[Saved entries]
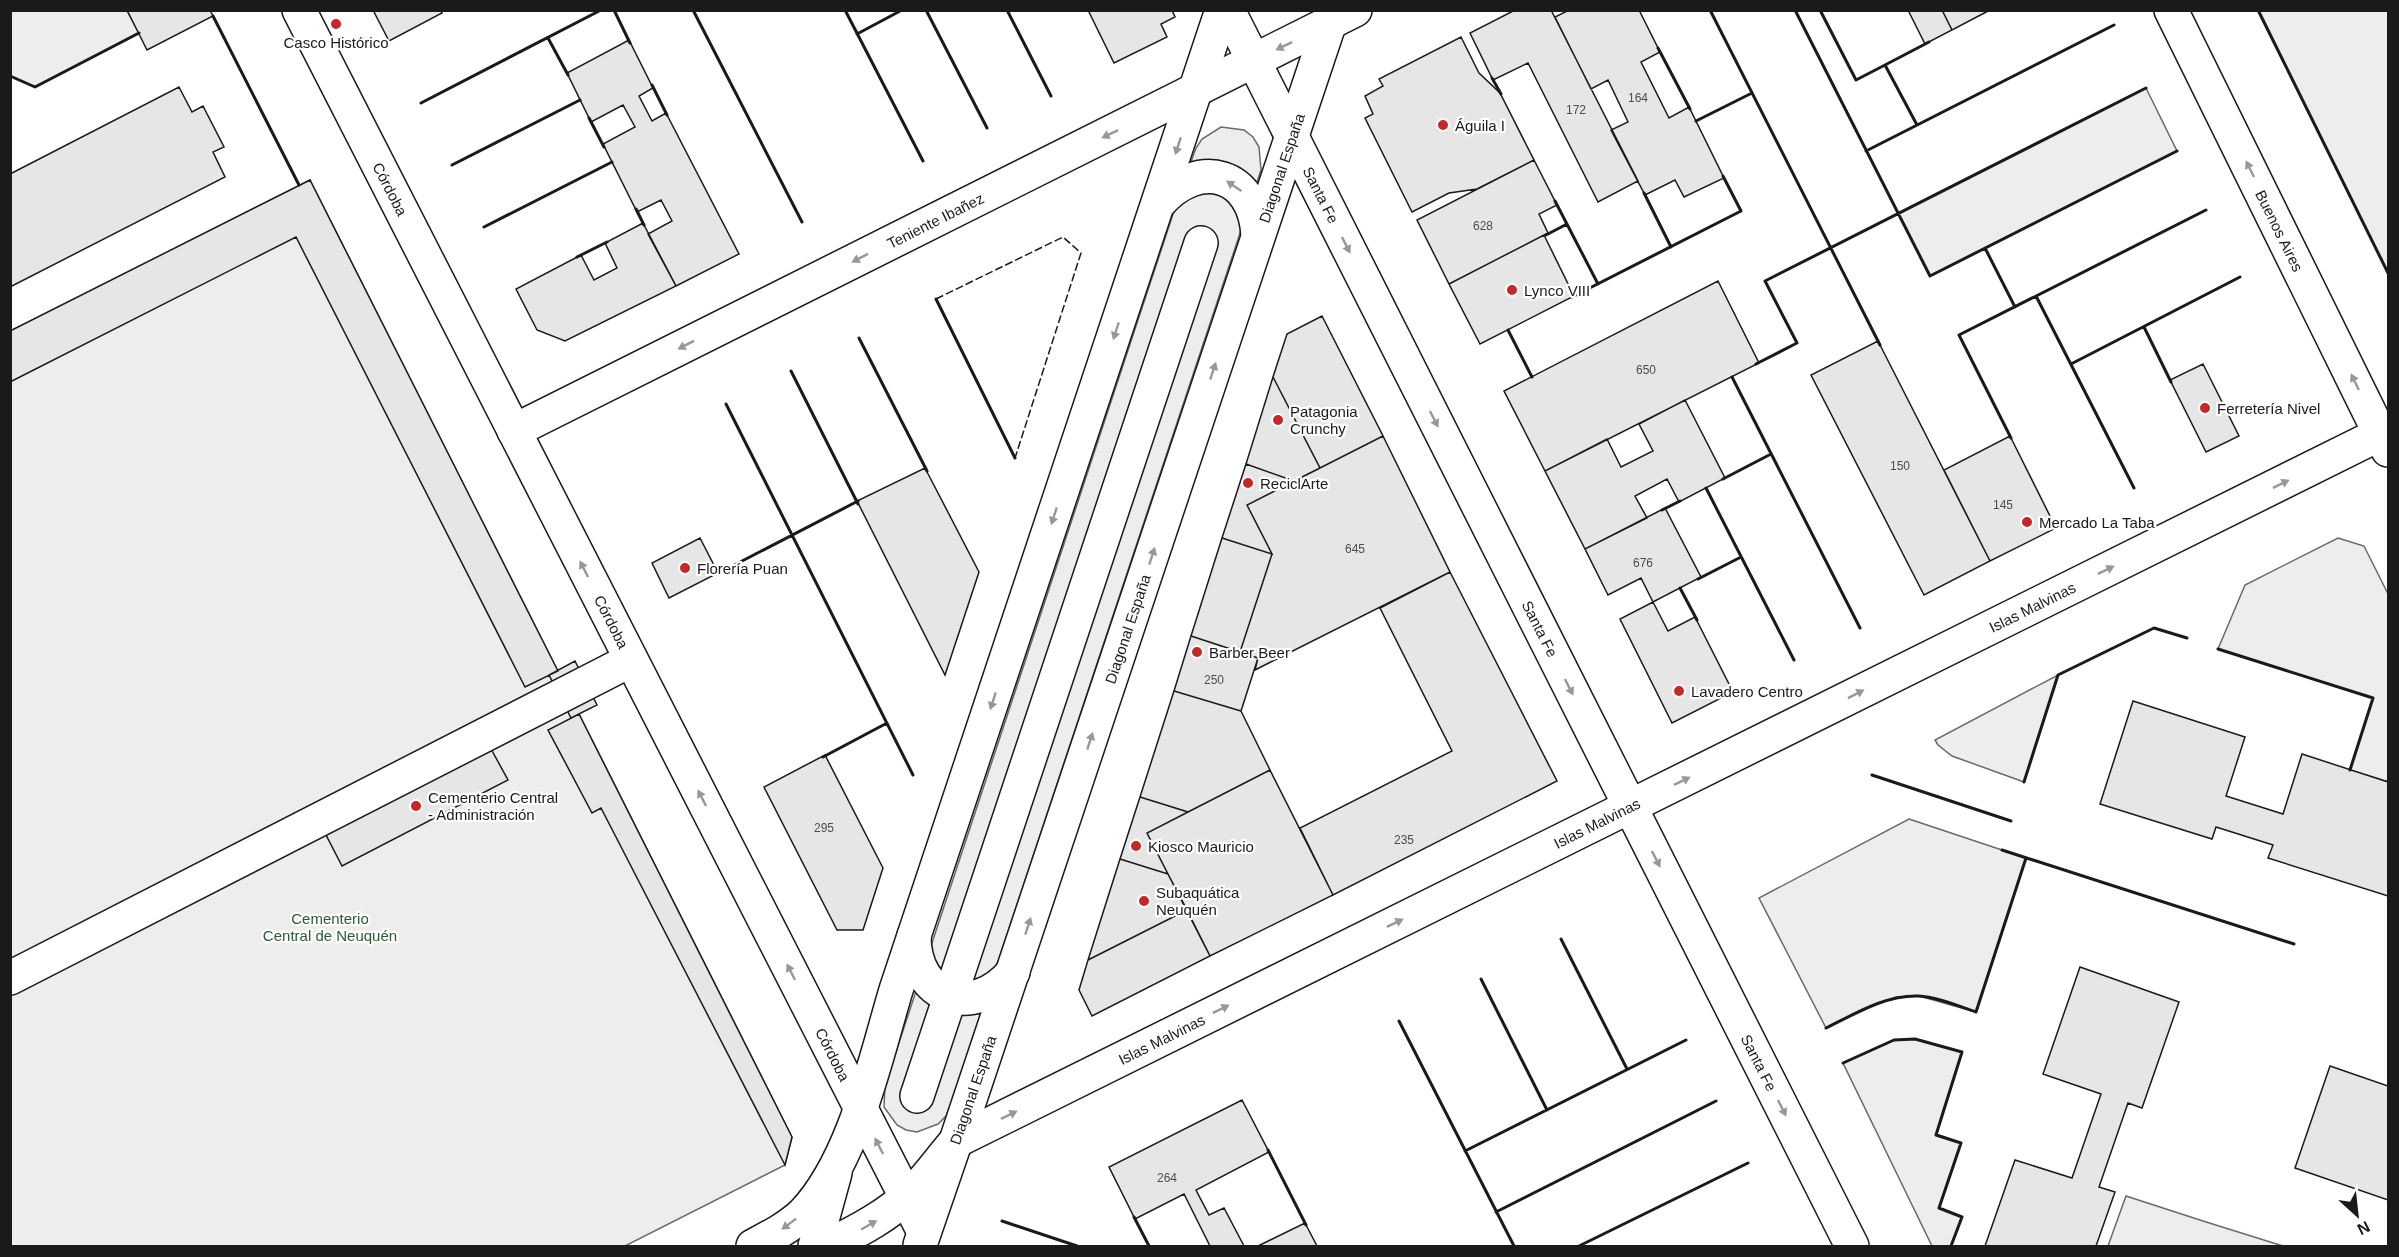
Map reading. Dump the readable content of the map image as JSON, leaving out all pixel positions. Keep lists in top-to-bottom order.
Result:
{
  "streets": {
    "street": [
      "Diagonal España",
      "Córdoba",
      "Santa Fe",
      "Teniente Ibañez",
      "Buenos Aires",
      "Islas Malvinas"
    ]
  },
  "crossings": [
    ["Diagonal España", "Córdoba"],
    ["Diagonal España", "Santa Fe"],
    ["Diagonal España", "Teniente Ibañez"],
    ["Diagonal España", "Islas Malvinas"],
    ["Córdoba", "Teniente Ibañez"],
    ["Córdoba", "Islas Malvinas"],
    ["Santa Fe", "Teniente Ibañez"],
    ["Santa Fe", "Islas Malvinas"],
    ["Buenos Aires", "Islas Malvinas"]
  ],
  "one_way": [
    "Córdoba",
    "Santa Fe",
    "Teniente Ibañez",
    "Buenos Aires",
    "Islas Malvinas"
  ],
  "parks": ["Cementerio Central de Neuquén"],
  "places": [
    "Casco Histórico",
    "Águila I",
    "Lynco VIII",
    "Ferretería Nivel",
    "Patagonia Crunchy",
    "ReciclArte",
    "Mercado La Taba",
    "Florería Puan",
    "Barber Beer",
    "Lavadero Centro",
    "Cementerio Central - Administración",
    "Kiosco Mauricio",
    "Subaquática Neuquén"
  ],
  "house_numbers": [
    "164",
    "172",
    "628",
    "650",
    "150",
    "145",
    "645",
    "676",
    "250",
    "295",
    "235",
    "264"
  ],
  "north": "bottom right"
}
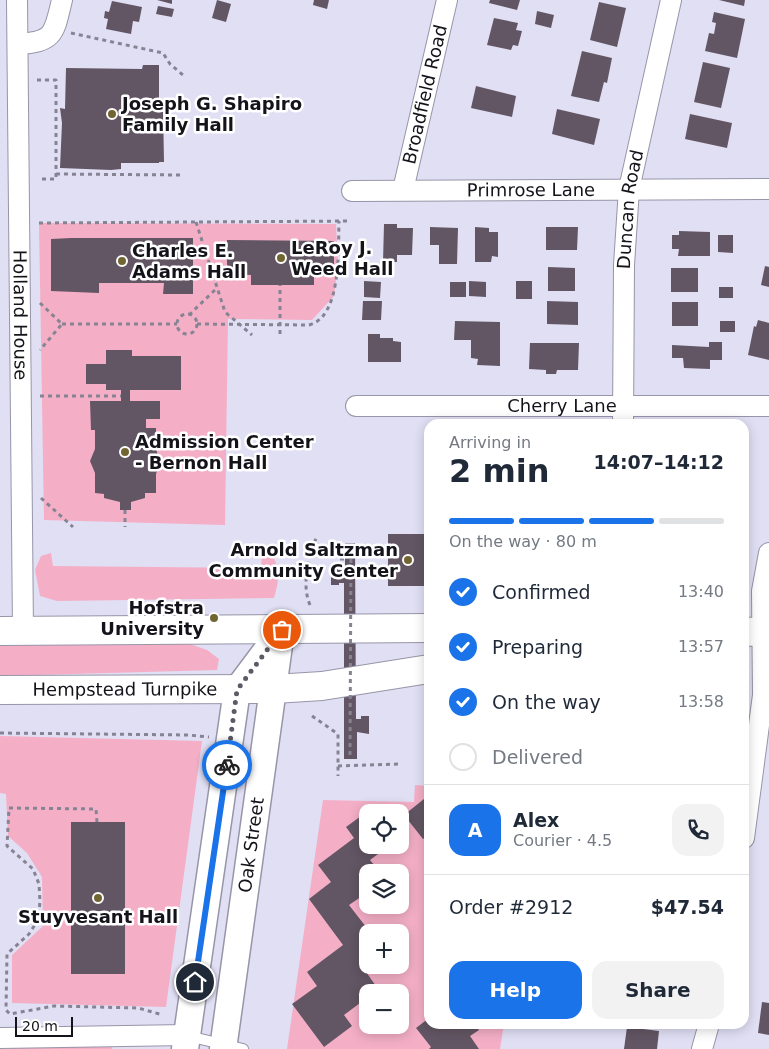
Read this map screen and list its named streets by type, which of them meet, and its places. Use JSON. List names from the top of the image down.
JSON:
{
  "streets": {
    "main road": ["Hempstead Turnpike"],
    "street": [
      "Broadfield Road",
      "Primrose Lane",
      "Duncan Road",
      "Holland House",
      "Cherry Lane",
      "Oak Street"
    ]
  },
  "crossings": [
    ["Broadfield Road", "Primrose Lane"],
    ["Primrose Lane", "Duncan Road"],
    ["Duncan Road", "Cherry Lane"],
    ["Hempstead Turnpike", "Oak Street"]
  ],
  "places": [
    "Joseph G. Shapiro Family Hall",
    "LeRoy J. Weed Hall",
    "Charles E. Adams Hall",
    "Admission Center - Bernon Hall",
    "Arnold Saltzman Community Center",
    "Hofstra University",
    "Stuyvesant Hall"
  ],
  "scale_bar": "20 m",
  "page": {
    "heading": ["2 min", "Arriving in", "14:07–14:12"],
    "panel": [
      "Alex",
      "Courier · 4.5",
      "Order #2912",
      "$47.54"
    ],
    "bar": "On the way · 80 m",
    "list": [
      ["Confirmed", "13:40"],
      ["Preparing", "13:57"],
      ["On the way", "13:58"],
      "Delivered"
    ],
    "map_buttons": ["+", "−"],
    "round": "A",
    "buttons": ["Help", "Share"],
    "scale": "20 m"
  }
}
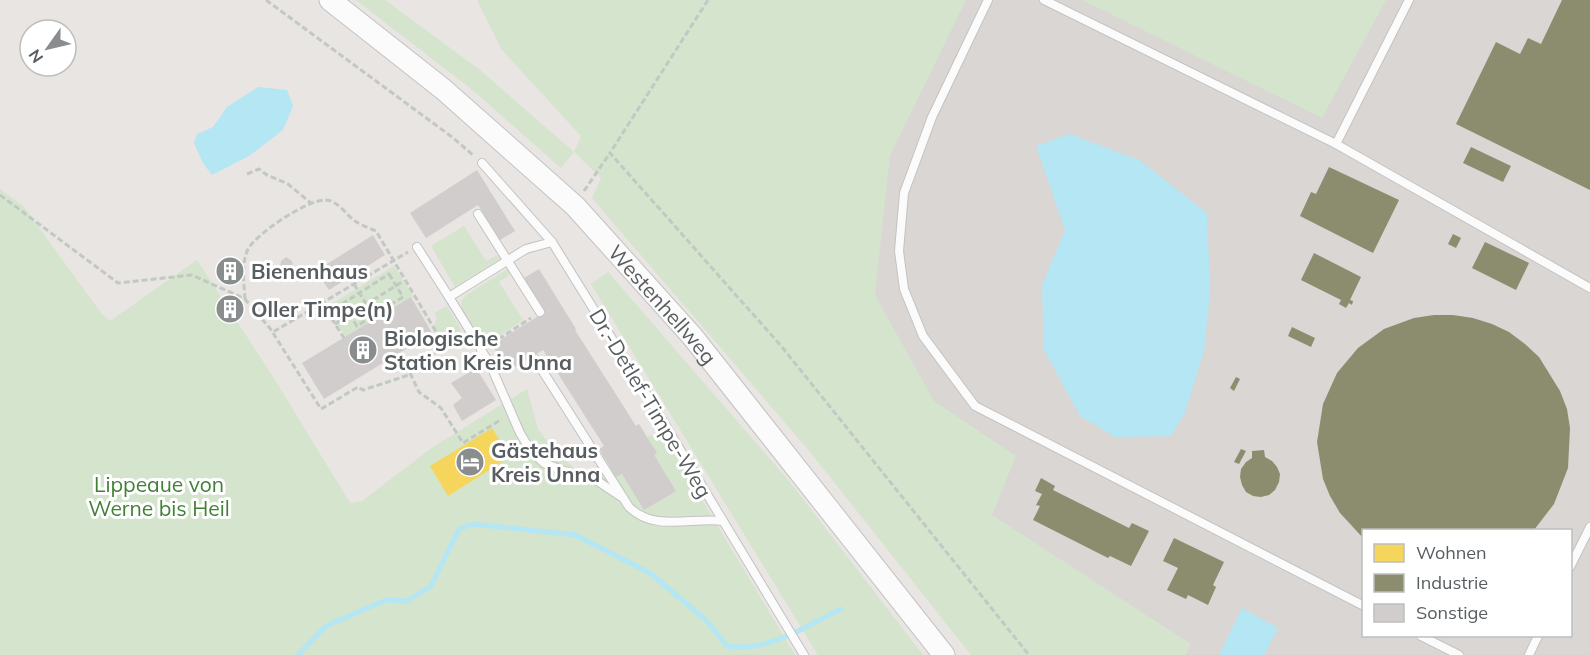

▸ **Work to complete**
From the records above, copy each line that contains the word "Aires".

▸ **Completed exercise**
      "Buenos Aires",
    ["Buenos Aires", "Islas Malvinas"]
    "Buenos Aires",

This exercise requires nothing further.